We in Canada complain a lot these days about the health-care system and how long it takes for us to get access to certain procedures and equipment. Take CT-scans, for example. Any NHL hockey player with a bum knee can get one done between periods in a game while you and I have to wait weeks, even months. This can be cause for much agonizing, even griping, but if we’re really honest, we have to admit that there is always someone worse off than we are.
Take this young guy over in Egypt, for example. Only 19 years old, he has had to wait 3,300 years before he could get his “cat scan”. Actually, in fact, it came about 3,281 years too late to do him any good. But at least he finally got a chance to get his shot at specialized examination. Yes, even Ancient Egypt’s “boy king”, with all his wealth, couldn’t squeeze his way in before today’s gods of hockey and football. He had to simply wait his turn.
In the meantime, King Tut’s condition has deteriorated immensely and the poor soul is pretty much a shadow of his former self. Still the cat scan did produce some interesting results. As it turns out, Tut has a badly broken leg, but doctors have not yet announced whether it can be repaired. Negative media commentators are guessing he’ll never walk on it again. But what do they know?
Doctors now think, in fact, that King Tut has suffered infection in his broken leg, but that too is problematic. Is it safe to give antibiotics to someone who is 3,300 years old? Will he be able to handle it?
OK, I’ll level with you. King Tut has actually been dead all this time and will not be seen waiting in line in your local emergency ward any time soon. But here is where things get murky. The CT scan was done on Tutankahmun to try to ascertain the cause of his death, making this, no doubt, the longest murder investigation in history. Which begs the question: Have all the unsolved murder cases in the world been settled to our satisfaction to allow us to now start investigating foul play that happened 33 centuries ago? If so, more power to investigators. And I don’t want to be the one to break it to them, but I have a hunch – admitting I am no criminologist – that even if it turned out Tut had been done in, the bad guys have gotten away by now. If modern technology could prove the King was done in by his enemies, how would we go about digging up some witnesses?
As it turns out, the cat scan results showed Tut was not murdered.
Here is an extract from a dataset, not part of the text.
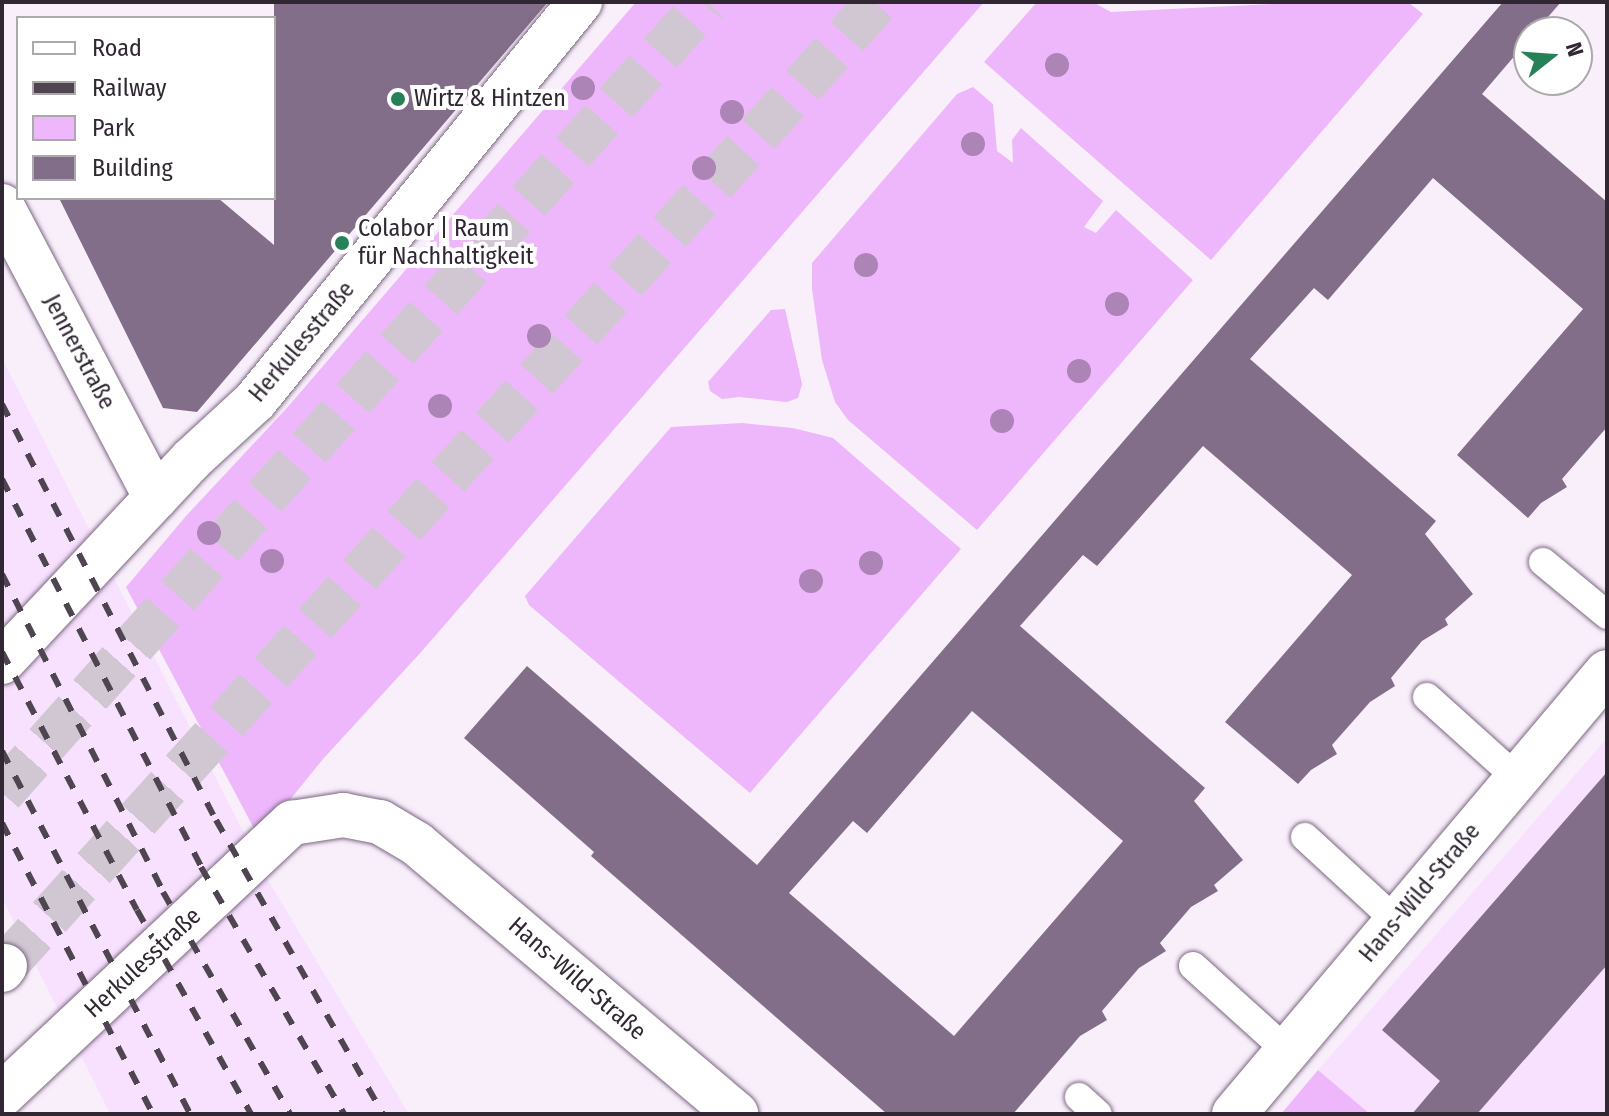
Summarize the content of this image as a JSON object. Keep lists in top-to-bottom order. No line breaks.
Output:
{"streets":{"street":["Herkulesstraße","Jennerstraße","Hans-Wild-Straße"]},"crossings":[["Herkulesstraße","Jennerstraße"],["Herkulesstraße","Hans-Wild-Straße"]],"places":["Wirtz & Hintzen","Colabor | Raum für Nachhaltigkeit"],"legend":["Road","Railway","Park","Building"],"north":"right"}
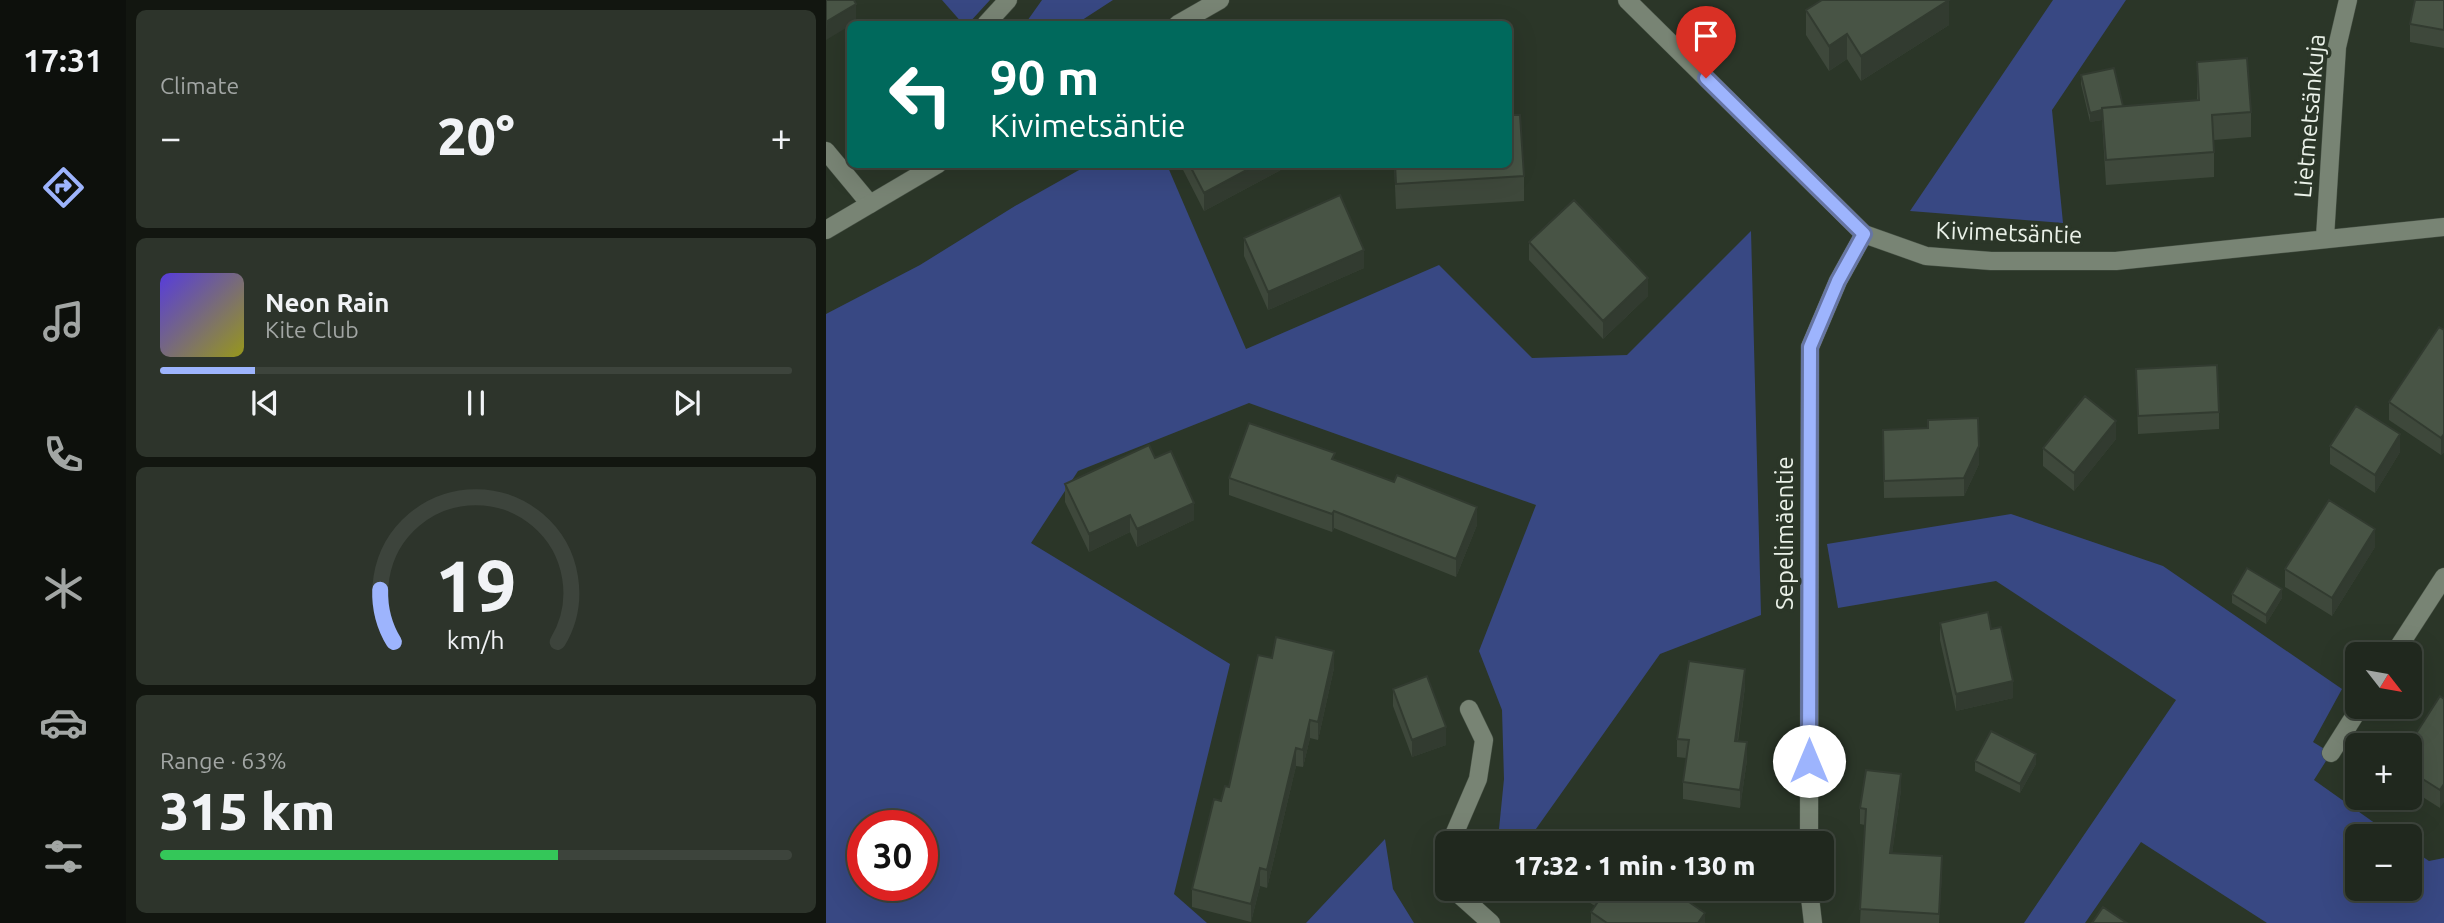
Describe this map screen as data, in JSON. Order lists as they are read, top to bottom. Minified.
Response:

He had no blows to the back of his head and his chest was not crushed, both theories that had been making the rounds of the gossip circles from 1,281 B.C. till now. It is now believed that it was Tut’s broken leg, and its infection, that did him in, although some scientists think his leg break probably came during the embalming process, which no doubt resulted in a huge lawsuit by the Tut family.
And speaking of lawsuits, it is now rumoured these results will cause descendants of those suspected of murdering Tut to bring claims against the Royal Family to try to recover the good names of their ancestors. However, if it is eventually found that Tut was murdered and the remains of his killers can be found, perhaps modern science can find a way to bring them back to life so the justice system can give them the death penalty. Blow to the back of head recommended.
After avoiding the paparrazi all this time, King Tut has now had 17,000 photos taken of him. These
will be used to help determine who, exactly, were his ma and pa, how old he really was when he got so wrapped up in his tomb, and why he ended up there in the first place.
What the tests and photos have shown is that he was of a slight build, well-fed and healthy and suffered no major childhood malnutrition or infectious diseases. He had large incisor teeth and the typical overbite characteristic of other kings from his family. His lower teeth were also slightly misaligned. Not a candidate, really, for The Bachelor show on TV.
“I believe these results will close the case of Tutankhamun, and the king will not need to be examined again,” a chief investigator said. “We should now leave him at rest.”
Yeh, right. Wasn’t that the reason his family built a massive mountain of stone over him in the first place? So nobody would haul him out in 3,300 years or so for a look see? My guess is, his trips to the doctors’ offices have just begun.
All this commotion could very well be the end of him.